We shall put on 3 more cubs. We have one school boy and two compositors, now,--and we think of putting on a type writer, a stenographer, and perhaps a shoemaker, to show that no special gifts or training are required with this machine. We shall train these beginners two or three months--or until some one of them gets up to 7,000 an hour--then we will show up in New York and run the machine 24 hours a day 7 days in the week, for several months--to prove that this is a machine which will never get out of order or cause delay, and can stand anything an anvil can stand. You know there is no other typesetting machine that can run two hours on a stretch without causing trouble and delay with its incurable caprices.

We own the whole field--every inch of it--and nothing can dislodge us.

Now then, above is my preachment, and here follows the reason and purpose of it. I want you to run over here, roost over the machine a week and satisfy yourself, and then go to John P. Jones or to whom you please, and sell me a hundred thousand dollars' worth of this property and take ten per cent in cash or the "property" for your trouble--the latter, if you are wise, because the price I ask is a long way short of the value.

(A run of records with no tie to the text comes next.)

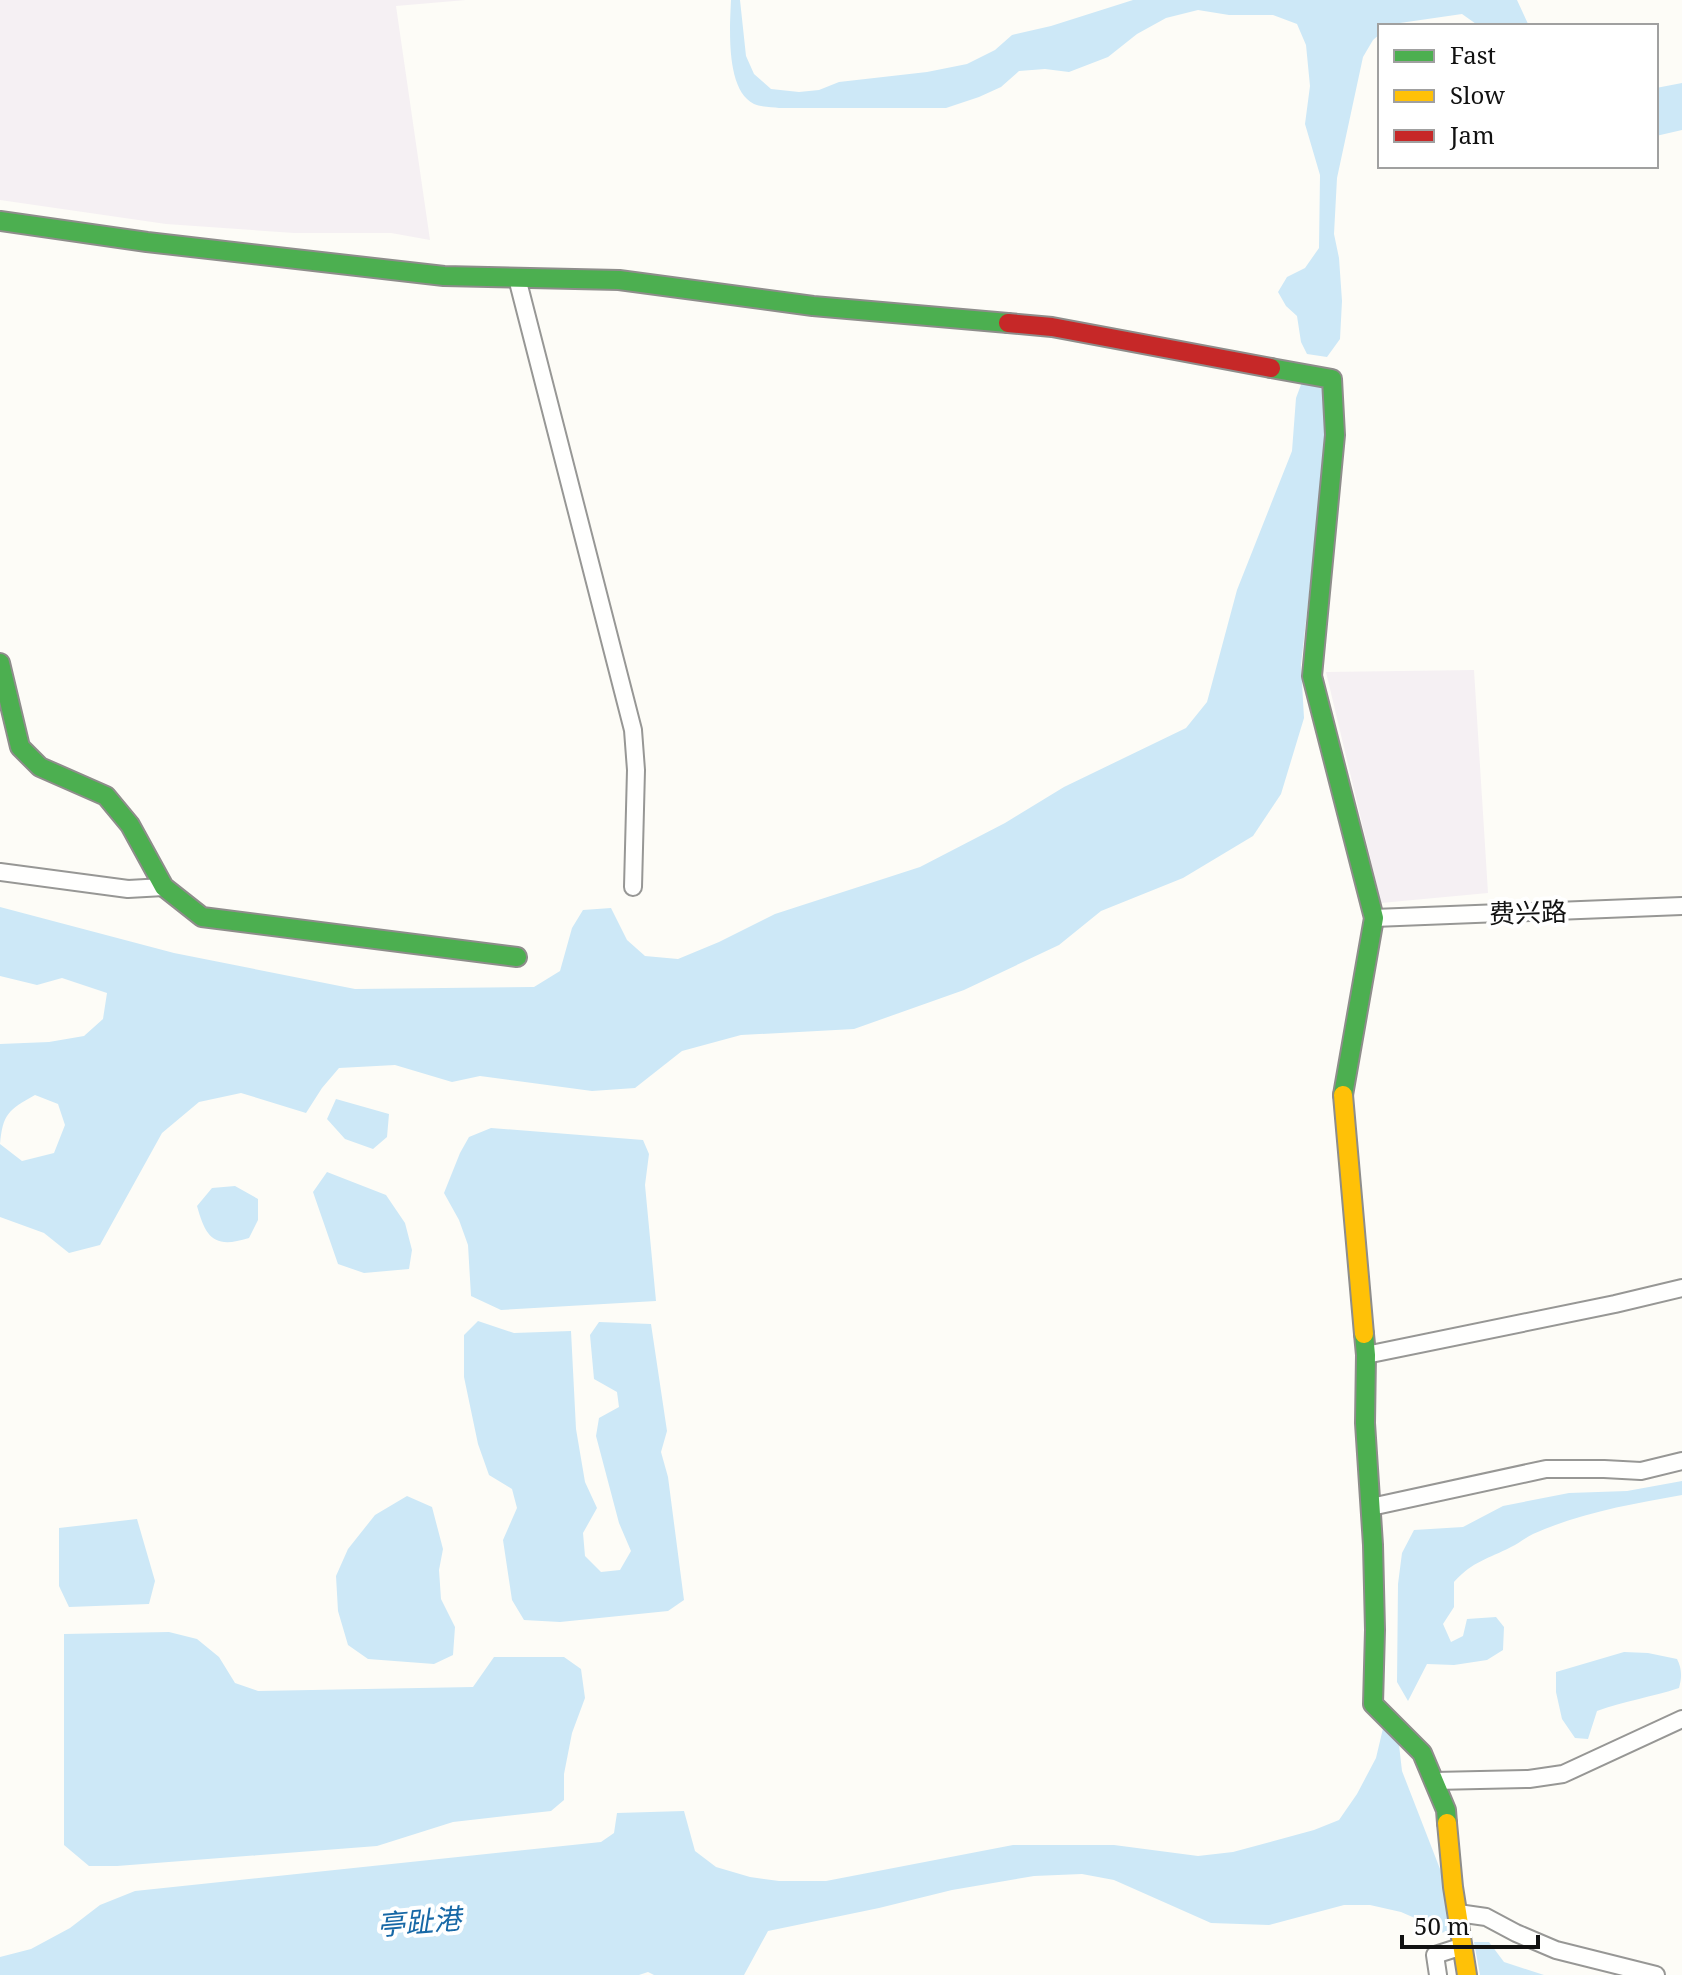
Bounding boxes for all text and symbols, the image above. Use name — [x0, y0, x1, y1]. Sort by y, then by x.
legend — [1378, 24, 1658, 168]
text: Fast — [1450, 38, 1496, 71]
text: Slow — [1450, 78, 1505, 111]
text: Jam — [1449, 118, 1495, 151]
street label: 费兴路 — [1488, 893, 1568, 931]
water label: 亭趾港 — [375, 1898, 466, 1944]
scale bar — [1402, 1899, 1538, 1949]
text: 50 m — [1414, 1909, 1470, 1942]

What I call "property" is this. A small part of my ownership consists of a royalty of $500 on every machine marketed under the American patents. My selling-terms are, a permanent royalty of one dollar on every American-marketed machine for a thousand dollars cash to me in hand paid. We shan't market any fewer than 5,000 machines in 15 years--a return of fifteen thousand dollars for one thousand. A royalty is better than stock, in one way--it must be paid, every six months, rain or shine; it is a debt, and must be paid before dividends are declared. By and by, when we become a stock company I shall buy these royalties back for stock if I can get them for anything like reasonable terms.

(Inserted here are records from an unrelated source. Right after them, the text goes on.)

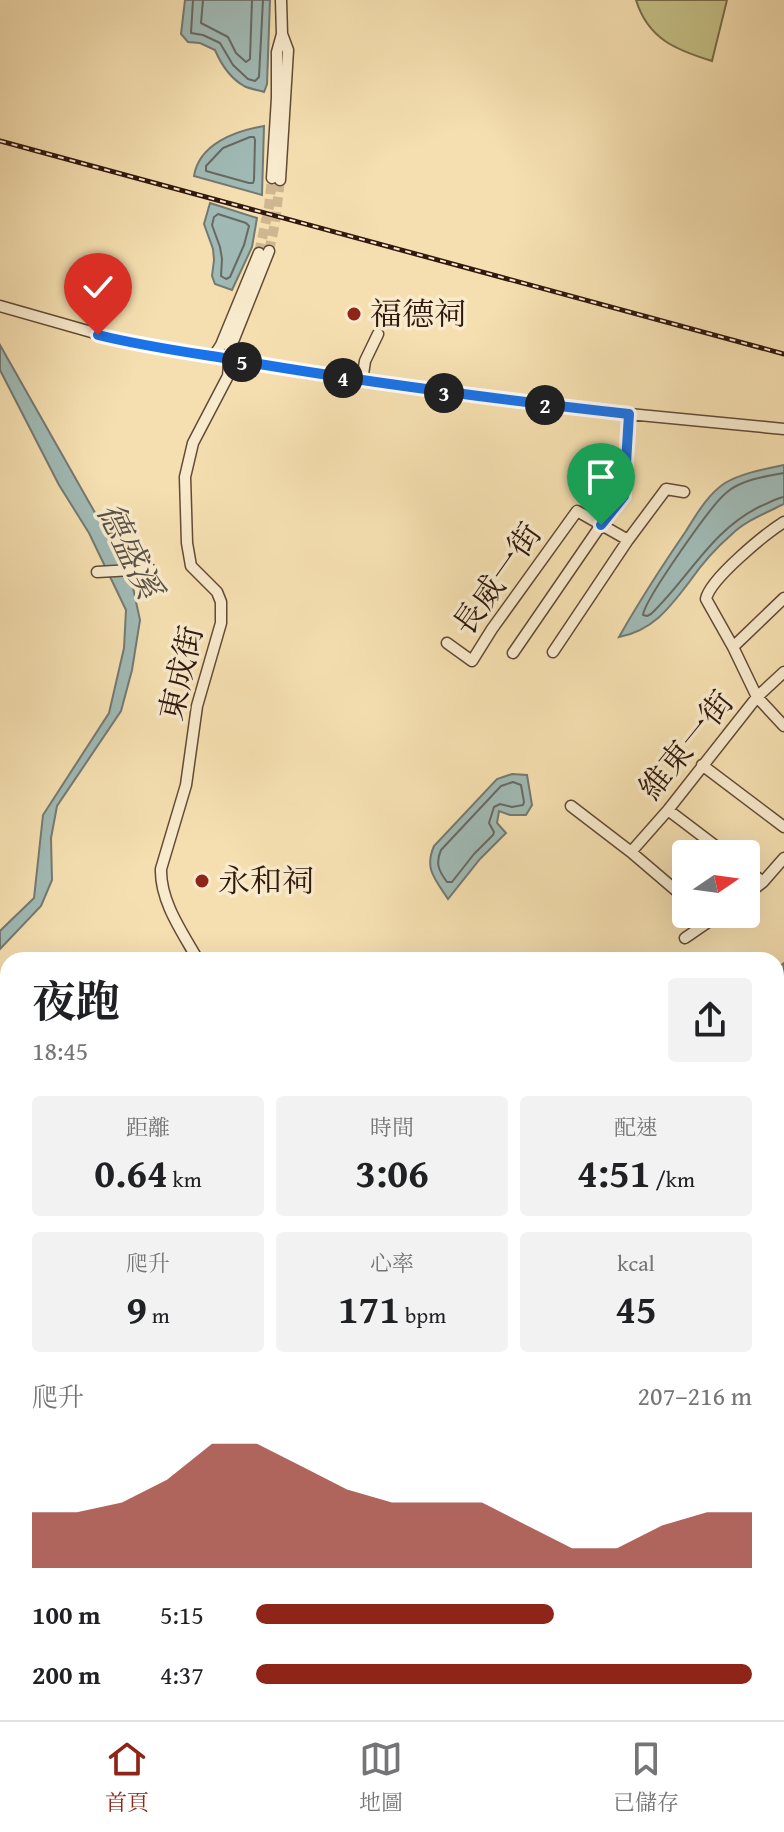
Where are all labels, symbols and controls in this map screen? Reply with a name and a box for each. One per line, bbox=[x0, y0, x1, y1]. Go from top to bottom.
pin bbox=[64, 253, 132, 335]
icon: check bbox=[76, 265, 120, 309]
place label: 福德祠 bbox=[370, 290, 466, 337]
marker: 福德祠 bbox=[345, 305, 363, 323]
pin: 5 bbox=[222, 342, 262, 382]
text: 5 bbox=[236, 346, 248, 378]
pin: 4 bbox=[323, 358, 363, 398]
text: 4 bbox=[337, 362, 349, 394]
pin: 3 bbox=[424, 373, 464, 413]
text: 3 bbox=[438, 377, 450, 409]
pin: 2 bbox=[525, 385, 565, 425]
text: 2 bbox=[539, 389, 551, 421]
pin bbox=[567, 443, 635, 525]
icon: arrive bbox=[579, 455, 623, 499]
water label: 德盛溪 bbox=[86, 493, 177, 610]
street label: 長威一街 bbox=[441, 513, 553, 645]
street label: 東成街 bbox=[147, 621, 214, 725]
street label: 維東一街 bbox=[627, 680, 744, 809]
north arrow bbox=[672, 840, 760, 928]
map controls bbox=[672, 840, 760, 928]
place label: 永和祠 bbox=[218, 857, 314, 904]
marker: 永和祠 bbox=[193, 872, 211, 890]
text: 夜跑 bbox=[32, 969, 120, 1033]
button: share bbox=[668, 978, 752, 1062]
text: 18:45 bbox=[32, 1031, 88, 1070]
text: 距離 bbox=[126, 1111, 170, 1143]
text: 時間 bbox=[370, 1111, 414, 1143]
text: 配速 bbox=[614, 1111, 658, 1143]
text: 0.64 bbox=[94, 1143, 168, 1202]
text: 3:06 bbox=[355, 1143, 429, 1202]
text: 4:51 bbox=[577, 1143, 651, 1202]
text: km bbox=[168, 1163, 202, 1195]
text: /km bbox=[651, 1163, 695, 1195]
text: 爬升 bbox=[126, 1247, 170, 1279]
text: 心率 bbox=[370, 1247, 414, 1279]
text: kcal bbox=[617, 1247, 655, 1279]
text: 9 bbox=[126, 1279, 147, 1338]
text: 171 bbox=[338, 1279, 400, 1338]
text: 45 bbox=[615, 1279, 657, 1338]
text: m bbox=[147, 1299, 170, 1331]
text: bpm bbox=[400, 1299, 446, 1331]
text: 207–216 m bbox=[638, 1376, 752, 1415]
text: 爬升 bbox=[32, 1377, 84, 1416]
text: 100 m bbox=[32, 1595, 100, 1634]
text: 5:15 bbox=[160, 1595, 204, 1634]
text: 200 m bbox=[32, 1655, 100, 1694]
text: 4:37 bbox=[160, 1655, 204, 1694]
tab: 首頁 bbox=[105, 1737, 149, 1818]
tab: 地圖 bbox=[359, 1737, 403, 1818]
tab: 已儲存 bbox=[613, 1737, 679, 1818]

I have never borrowed a penny to use on the machine, and never sold a penny's worth of the property until the machine was entirely finished and proven by the severest tests to be what she started out to be--perfect, permanent, and occupying the position, as regards all kindred machines, which the City of Paris occupies as regards the canvas-backs of the mercantile marine.

It is my purpose to sell two hundred dollars of my royalties at the above price during the next two months and keep the other $300.

Mrs. Clemens begs Mrs. Goodman to come with you, and asks pardon for not writing the message herself--which would be a pathetically-welcome spectacle to me; for I have been her amanuensis for 8 months, now, since her eyes failed her. Yours as always MARK.

While this letter with its amazing contents is on its way to astonish Joe Goodman, we will consider one of quite a different, but equally characteristic sort. We may assume that Mark Twain's sister Pamela had been visiting him in Hartford and was now making a visit in Keokuk.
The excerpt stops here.